Public Control Tactics
According to the Institute for Fiscal Studies, households with income below £10,000 spends on average, 34p per unit of alcohol, compared to households with income over £60,000, which spent 41p per unit. Given the rabid desire by the Alcohol Health Alliance UK and other public health advocates for a 50p minimum unit price, it cannot seriously be argued that moderate drinkers would be “unaffected”. Furthermore, alcohol duty is applied as an extra layer of taxation on all alcoholic drinks. In the fiscal year 2011-12, the government raised £2.7bn on spirit duties, £3.1bn on wine duties and £3.7bn through beer and cider duties. In total, alcohol duties levied on the British people extracted £9.5bn.
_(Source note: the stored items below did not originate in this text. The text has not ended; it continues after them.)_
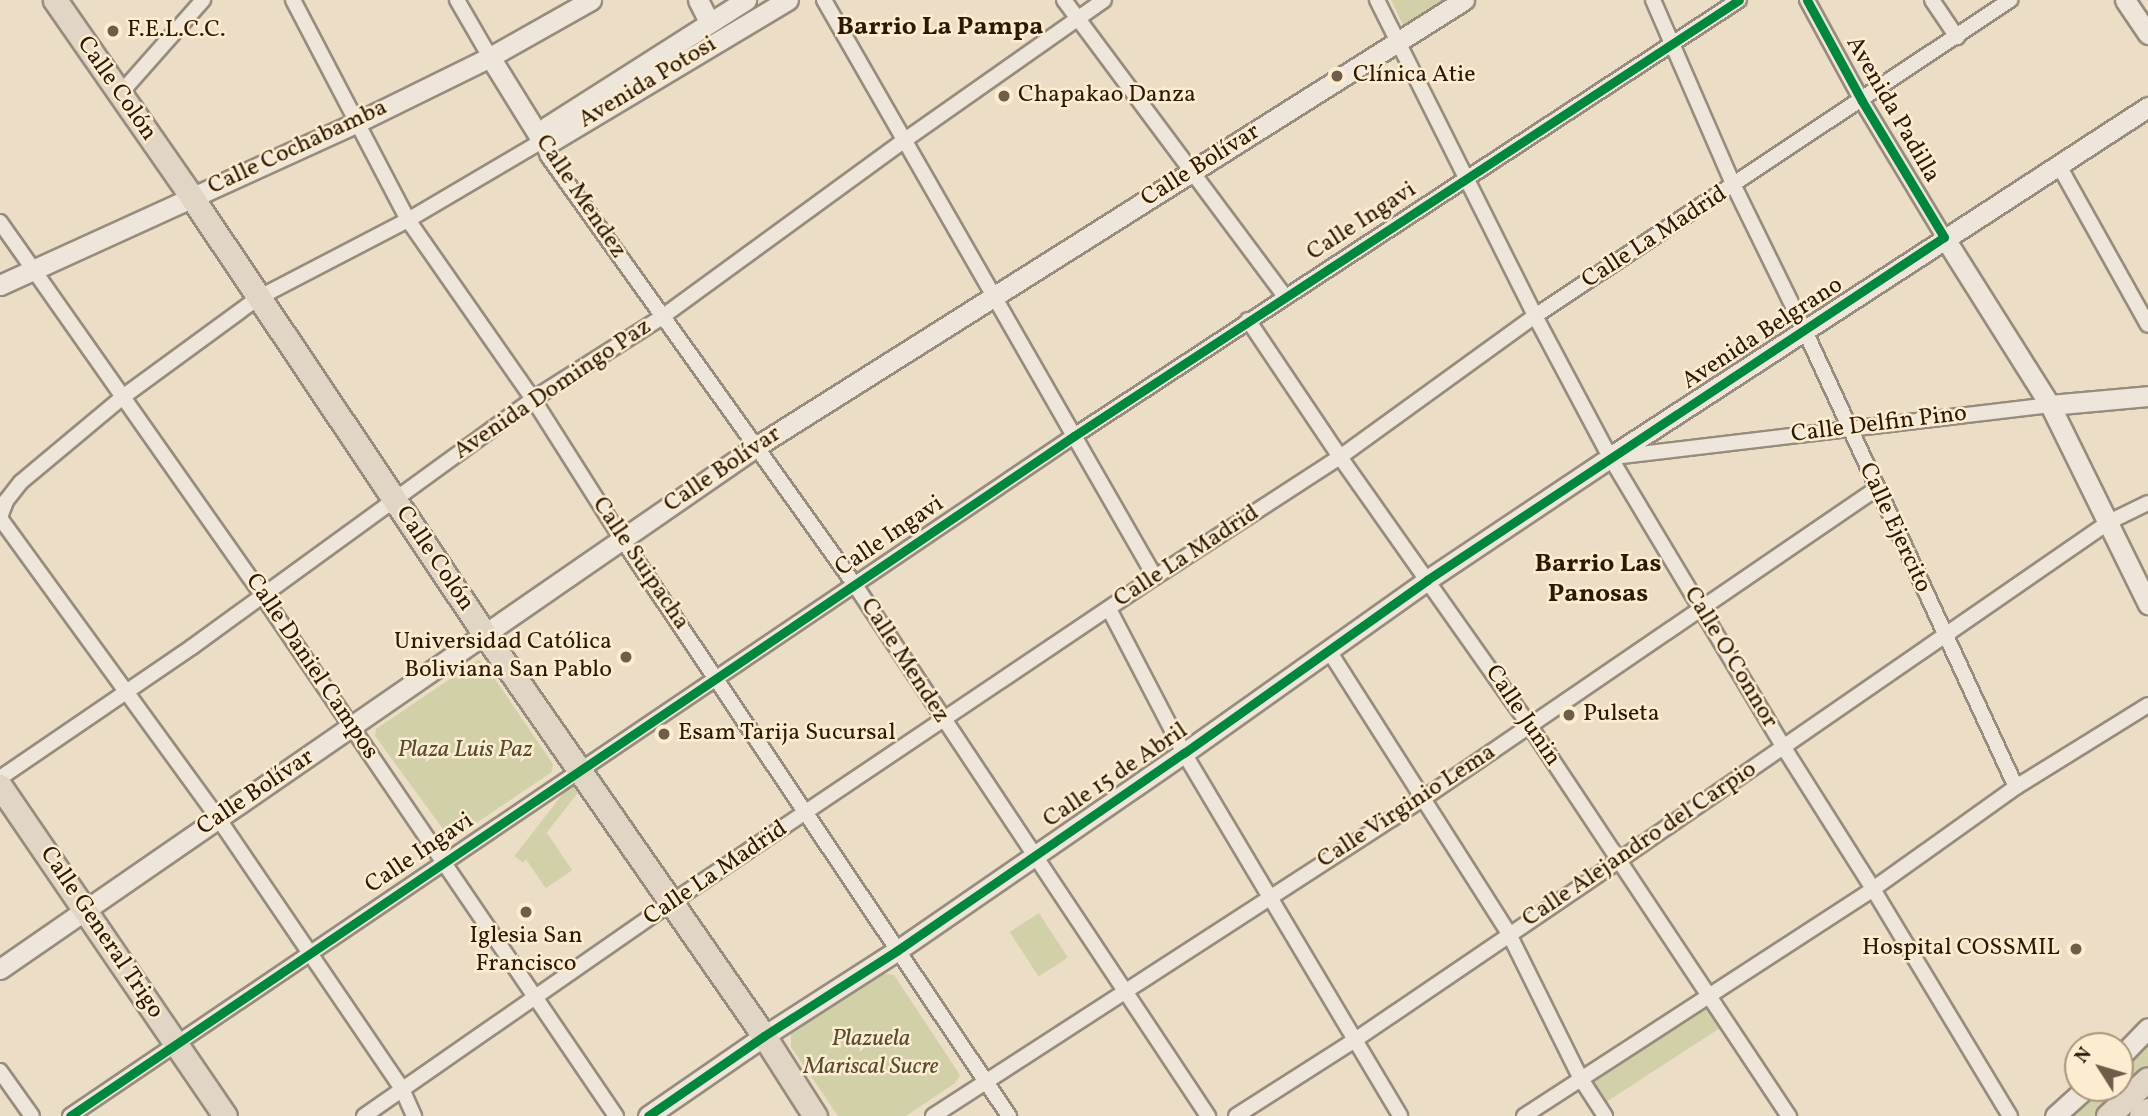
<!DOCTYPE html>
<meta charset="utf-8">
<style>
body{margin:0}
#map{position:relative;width:2148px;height:1116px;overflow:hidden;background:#ecdec6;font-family:Vollkorn,serif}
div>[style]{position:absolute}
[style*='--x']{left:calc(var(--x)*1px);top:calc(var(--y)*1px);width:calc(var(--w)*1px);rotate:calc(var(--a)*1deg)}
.green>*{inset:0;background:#d2d0a8;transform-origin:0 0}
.roads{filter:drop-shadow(2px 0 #978c7d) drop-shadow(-2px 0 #978c7d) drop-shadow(0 2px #978c7d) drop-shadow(0 -2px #978c7d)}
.street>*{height:14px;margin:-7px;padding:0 7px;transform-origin:7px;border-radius:7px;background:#eee6da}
.secondary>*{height:19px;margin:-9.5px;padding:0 9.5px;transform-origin:9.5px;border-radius:9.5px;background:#eee6da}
.primary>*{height:23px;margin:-11.5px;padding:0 11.5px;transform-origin:11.5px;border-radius:11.5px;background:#e1d6c5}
.cycleway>*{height:9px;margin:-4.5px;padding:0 4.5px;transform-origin:4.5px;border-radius:4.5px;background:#00873e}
.dots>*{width:19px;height:19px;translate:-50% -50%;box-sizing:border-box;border:4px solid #fcecd0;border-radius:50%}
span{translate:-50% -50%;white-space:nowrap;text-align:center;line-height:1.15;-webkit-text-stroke:5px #fcecd0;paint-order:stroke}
.poi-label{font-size:24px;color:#2c1806}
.left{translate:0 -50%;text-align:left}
.right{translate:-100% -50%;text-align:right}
.street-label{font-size:24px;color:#2c1806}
.park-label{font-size:24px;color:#574c2f;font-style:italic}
.neighbourhood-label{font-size:26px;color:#2c1806;font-weight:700}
.north{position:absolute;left:2064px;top:1032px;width:70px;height:70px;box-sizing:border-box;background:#fcecd0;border:2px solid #a9977f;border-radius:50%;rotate:307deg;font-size:19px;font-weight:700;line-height:28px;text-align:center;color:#2c1806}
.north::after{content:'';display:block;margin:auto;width:24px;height:32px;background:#6f5d49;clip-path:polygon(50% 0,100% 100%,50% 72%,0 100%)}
</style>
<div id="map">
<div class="green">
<div style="clip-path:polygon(1391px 0,1451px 0,1405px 29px)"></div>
<div style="clip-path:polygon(478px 660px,484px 663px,553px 764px,552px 772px,451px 840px,375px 736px,376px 729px)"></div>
<div style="left:573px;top:781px;width:11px;height:95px;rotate:38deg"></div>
<div style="left:547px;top:833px;width:45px;height:32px;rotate:56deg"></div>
<div style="left:1039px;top:913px;width:53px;height:35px;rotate:57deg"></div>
<div style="clip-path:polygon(880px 973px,894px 975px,960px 1075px,955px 1083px,906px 1116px,838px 1116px,791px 1047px,791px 1034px)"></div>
<div style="left:1704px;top:999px;width:33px;height:145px;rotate:57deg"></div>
<div style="clip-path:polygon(2148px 1041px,2148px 1071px,2100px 1116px,2069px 1116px,2101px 1088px,2120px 1088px,2120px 1071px)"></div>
</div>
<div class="roads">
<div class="street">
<div style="--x:293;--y:0;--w:248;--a:62.4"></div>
<div style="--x:408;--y:220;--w:218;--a:55.1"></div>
<div style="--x:533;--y:399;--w:166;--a:57.6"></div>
<div style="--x:622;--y:539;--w:695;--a:56.15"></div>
<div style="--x:457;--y:0;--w:66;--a:59.9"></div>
<div style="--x:824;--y:0;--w:665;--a:60.16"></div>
<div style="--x:1064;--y:0;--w:369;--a:53.3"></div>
<div style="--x:1377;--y:0;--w:353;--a:63.4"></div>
<div style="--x:1535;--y:316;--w:160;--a:62"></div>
<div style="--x:1610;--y:457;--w:339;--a:59.1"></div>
<div style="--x:1784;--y:748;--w:167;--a:57.7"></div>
<div style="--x:1873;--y:889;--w:265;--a:58.9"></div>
<div style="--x:1653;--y:0;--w:203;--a:66.5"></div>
<div style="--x:1734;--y:186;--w:161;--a:63.9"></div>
<div style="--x:1805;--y:331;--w:502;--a:65.17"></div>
<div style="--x:1807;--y:0;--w:115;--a:61.4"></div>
<div style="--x:1862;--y:101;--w:159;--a:58.9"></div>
<div style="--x:1932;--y:0;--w:45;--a:56"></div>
<div style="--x:119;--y:95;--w:127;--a:-48.5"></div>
<div style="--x:2058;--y:164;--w:184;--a:60.8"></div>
<div style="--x:0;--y:222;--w:456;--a:54.9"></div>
<div style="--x:262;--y:595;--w:630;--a:55.81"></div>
<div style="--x:1248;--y:320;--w:165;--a:56.1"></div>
<div style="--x:1340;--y:457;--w:328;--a:54.8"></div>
<div style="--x:1529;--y:725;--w:470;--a:56.4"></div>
<div style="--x:1614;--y:457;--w:439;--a:-6.8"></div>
<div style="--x:0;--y:517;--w:17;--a:-69"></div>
<div style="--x:6;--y:501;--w:24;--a:-52"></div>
<div style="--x:21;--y:482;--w:134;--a:-39.9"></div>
<div style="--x:124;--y:396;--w:166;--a:-36.2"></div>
<div style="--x:258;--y:298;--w:169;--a:-27.5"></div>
<div style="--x:408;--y:220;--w:156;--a:-30.5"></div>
<div style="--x:542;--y:141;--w:16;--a:68"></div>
<div style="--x:548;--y:156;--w:528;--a:54.41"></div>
<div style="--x:855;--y:585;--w:638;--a:56.38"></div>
<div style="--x:0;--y:518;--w:371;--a:54"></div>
<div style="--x:218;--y:818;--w:328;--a:55.8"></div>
<div style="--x:402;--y:1089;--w:30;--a:66"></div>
<div style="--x:1109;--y:609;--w:162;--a:62.5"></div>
<div style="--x:1184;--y:753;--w:422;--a:59.2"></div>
<div style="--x:1329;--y:651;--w:335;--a:57.5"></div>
<div style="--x:1509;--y:934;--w:162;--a:63.6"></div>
<div style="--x:1581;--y:1079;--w:44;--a:57"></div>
<div style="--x:0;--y:778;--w:232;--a:-34.3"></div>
<div style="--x:192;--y:647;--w:422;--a:-36"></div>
<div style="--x:533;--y:399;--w:153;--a:-32.4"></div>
<div style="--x:662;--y:317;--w:301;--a:-36.1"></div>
<div style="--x:905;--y:140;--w:243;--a:-35.1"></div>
<div style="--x:0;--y:1071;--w:55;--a:54.6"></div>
<div style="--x:70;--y:1116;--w:1213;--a:-34.11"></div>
<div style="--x:1074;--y:436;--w:795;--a:-33.25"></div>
<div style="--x:364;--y:1116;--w:375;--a:-34.8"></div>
<div style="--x:672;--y:902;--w:582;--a:-33.94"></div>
<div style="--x:1155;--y:577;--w:221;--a:-33"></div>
<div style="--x:1340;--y:457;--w:241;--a:-35.9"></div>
<div style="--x:1535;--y:316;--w:571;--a:-33.63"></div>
<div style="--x:933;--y:1116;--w:585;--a:-32.93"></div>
<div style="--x:1424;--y:798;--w:548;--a:-34.36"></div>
<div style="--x:1236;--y:1116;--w:141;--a:-32.6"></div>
<div style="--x:1355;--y:1040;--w:318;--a:-34.2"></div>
<div style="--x:1618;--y:861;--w:597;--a:-34.62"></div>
<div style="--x:2109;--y:522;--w:43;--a:-26"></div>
<div style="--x:1524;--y:1116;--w:416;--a:-33"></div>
<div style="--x:1873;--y:889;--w:176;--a:-35.5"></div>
<div style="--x:2016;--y:787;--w:155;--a:-31.8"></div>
</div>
<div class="secondary">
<div style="--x:698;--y:0;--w:25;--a:63"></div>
<div style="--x:2125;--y:0;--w:41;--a:55.9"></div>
<div style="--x:490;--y:57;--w:99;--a:58.2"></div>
<div style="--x:542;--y:141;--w:10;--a:0"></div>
<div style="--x:552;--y:141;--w:275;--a:-30.9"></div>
<div style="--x:542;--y:141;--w:16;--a:-68"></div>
<div style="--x:548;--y:126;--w:235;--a:-32.5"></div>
<div style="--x:1944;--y:237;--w:199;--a:57.8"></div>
<div style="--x:2050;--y:405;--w:222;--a:63.8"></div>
<div style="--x:0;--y:285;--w:391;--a:-24.5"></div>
<div style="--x:356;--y:123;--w:149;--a:-26.2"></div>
<div style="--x:490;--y:57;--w:116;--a:-29.4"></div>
<div style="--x:2050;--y:405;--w:98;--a:-5.2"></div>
<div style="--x:1610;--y:457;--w:642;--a:-33.05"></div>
<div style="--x:0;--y:969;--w:920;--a:-34.64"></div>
<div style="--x:757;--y:446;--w:836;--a:-32.25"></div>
<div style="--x:2120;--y:1057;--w:40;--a:-46"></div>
<div style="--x:648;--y:1116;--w:141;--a:-34.6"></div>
<div style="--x:764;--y:1036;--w:159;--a:-32.7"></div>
<div style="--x:898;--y:950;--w:347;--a:-34.6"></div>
<div style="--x:1184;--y:753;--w:298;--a:-35.4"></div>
<div style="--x:1427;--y:580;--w:212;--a:-33.8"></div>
<div style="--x:2055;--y:1116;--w:42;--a:-42.1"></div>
</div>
<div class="primary">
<div style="--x:55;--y:0;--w:239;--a:55.2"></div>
<div style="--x:191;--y:196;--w:526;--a:56.16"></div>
<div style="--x:484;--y:633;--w:491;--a:55.2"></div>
<div style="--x:764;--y:1036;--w:95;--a:57.5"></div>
<div style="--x:0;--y:786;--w:399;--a:55.7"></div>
<div style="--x:2108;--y:1116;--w:54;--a:-42.8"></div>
<div style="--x:2141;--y:1116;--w:9;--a:-41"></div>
</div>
</div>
<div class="cycleway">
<div style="--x:70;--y:1116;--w:1213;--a:-34.11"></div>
<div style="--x:1074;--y:436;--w:795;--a:-33.25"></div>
<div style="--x:648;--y:1116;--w:141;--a:-34.6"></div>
<div style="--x:764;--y:1036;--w:159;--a:-32.7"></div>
<div style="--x:898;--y:950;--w:347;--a:-34.6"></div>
<div style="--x:1184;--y:753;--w:298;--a:-35.4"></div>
<div style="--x:1427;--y:580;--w:620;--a:-33.56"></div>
<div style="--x:1944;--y:237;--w:159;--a:-121.1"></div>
<div style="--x:1862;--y:101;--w:115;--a:-118.6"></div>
</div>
<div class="dots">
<div style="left:113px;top:31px;background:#6f5d49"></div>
<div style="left:1337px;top:76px;background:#6f5d49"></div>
<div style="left:1004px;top:96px;background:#6f5d49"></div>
<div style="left:626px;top:657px;background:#6f5d49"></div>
<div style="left:1569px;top:715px;background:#6f5d49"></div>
<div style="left:664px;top:734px;background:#6f5d49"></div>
<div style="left:526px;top:912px;background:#6f5d49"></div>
<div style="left:2076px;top:949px;background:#6f5d49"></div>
</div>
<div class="poi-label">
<span class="left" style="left:127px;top:31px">F.E.L.C.C.</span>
<span class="left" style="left:1353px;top:76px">Clínica Atie</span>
<span class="left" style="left:1018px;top:96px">Chapakao Danza</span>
<span class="right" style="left:612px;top:657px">Universidad Católica<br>Boliviana San Pablo</span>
<span class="left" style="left:1583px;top:715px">Pulseta</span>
<span class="left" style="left:678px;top:734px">Esam Tarija Sucursal</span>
<span style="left:526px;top:951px">Iglesia San<br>Francisco</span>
<span class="right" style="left:2060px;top:949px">Hospital COSSMIL</span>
</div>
<div class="street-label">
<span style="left:648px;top:83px;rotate:-31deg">Avenida Potosi</span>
<span style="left:116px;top:89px;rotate:55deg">Calle Colón</span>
<span style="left:1892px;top:110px;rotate:60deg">Avenida Padilla</span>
<span style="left:298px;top:148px;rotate:-25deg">Calle Cochabamba</span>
<span style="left:1201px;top:166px;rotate:-32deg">Calle Bolívar</span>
<span style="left:580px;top:197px;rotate:56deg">Calle Mendez</span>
<span style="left:1362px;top:222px;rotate:-33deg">Calle Ingavi</span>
<span style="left:1655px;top:238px;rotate:-33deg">Calle La Madrid</span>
<span style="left:1763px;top:334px;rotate:-33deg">Avenida Belgrano</span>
<span style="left:553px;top:390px;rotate:-34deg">Avenida Domingo Paz</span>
<span style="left:1879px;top:425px;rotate:-7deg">Calle Delfin Pino</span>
<span style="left:723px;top:470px;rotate:-34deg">Calle Bolívar</span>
<span style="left:1894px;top:528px;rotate:65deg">Calle Ejercito</span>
<span style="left:890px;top:537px;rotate:-34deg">Calle Ingavi</span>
<span style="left:1187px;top:557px;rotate:-33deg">Calle La Madrid</span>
<span style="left:434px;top:559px;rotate:56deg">Calle Colón</span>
<span style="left:640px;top:564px;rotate:56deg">Calle Suipacha</span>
<span style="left:1730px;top:658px;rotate:59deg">Calle O'Connor</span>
<span style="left:904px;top:661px;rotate:57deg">Calle Mendez</span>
<span style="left:311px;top:667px;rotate:56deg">Calle Daniel Campos</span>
<span style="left:1522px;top:716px;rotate:56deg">Calle Junin</span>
<span style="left:1116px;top:776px;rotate:-34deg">Calle 15 de Abril</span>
<span style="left:256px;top:793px;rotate:-34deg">Calle Bolívar</span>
<span style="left:1407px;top:807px;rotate:-33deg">Calle Virginio Lema</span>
<span style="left:1640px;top:845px;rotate:-34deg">Calle Alejandro del Carpio</span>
<span style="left:420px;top:854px;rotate:-34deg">Calle Ingavi</span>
<span style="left:716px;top:874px;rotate:-34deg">Calle La Madrid</span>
<span style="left:101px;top:933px;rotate:56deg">Calle General Trigo</span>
</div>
<div class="park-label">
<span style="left:465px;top:751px">Plaza Luis Paz</span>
<span style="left:871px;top:1054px">Plazuela<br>Mariscal Sucre</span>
</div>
<div class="neighbourhood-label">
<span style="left:940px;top:28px">Barrio La Pampa</span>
<span style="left:1598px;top:580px">Barrio Las<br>Panosas</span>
</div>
<div class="north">N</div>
</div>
This revenue covers most of the identified costs given by the minimumpricing.info website, including £3.5bn ‘extra’ healthcare on the National Health Service.
The AHA may wish for alcohol over-consumption to be reduced, but the price insensitivity of heavy and hazardous drinkers means that alcohol minimum pricing is a blunt and brittle instrument for achieving this aim. A consultation on such a drastic measure should include both sides of the argument. Alcohol beverage manufacturers are attempting to campaign on behalf their businesses and their products, but are being accused by public health advocates of perverting and sabotaging the consultation’s process. For these public health groups, all industries must be suffocated and debilitated. Despite the public veneer of these consultations, the only submissions that public health advocates want to be heard are their own, especially when the wider public disagrees with them. Dr Sheron and Mr Appleby summoned a spectre of smoke, ‘Big Tobacco’, to sully and smear the Wine, Spirits and Trade Association into silence. The tactics of the public health industry should be examined.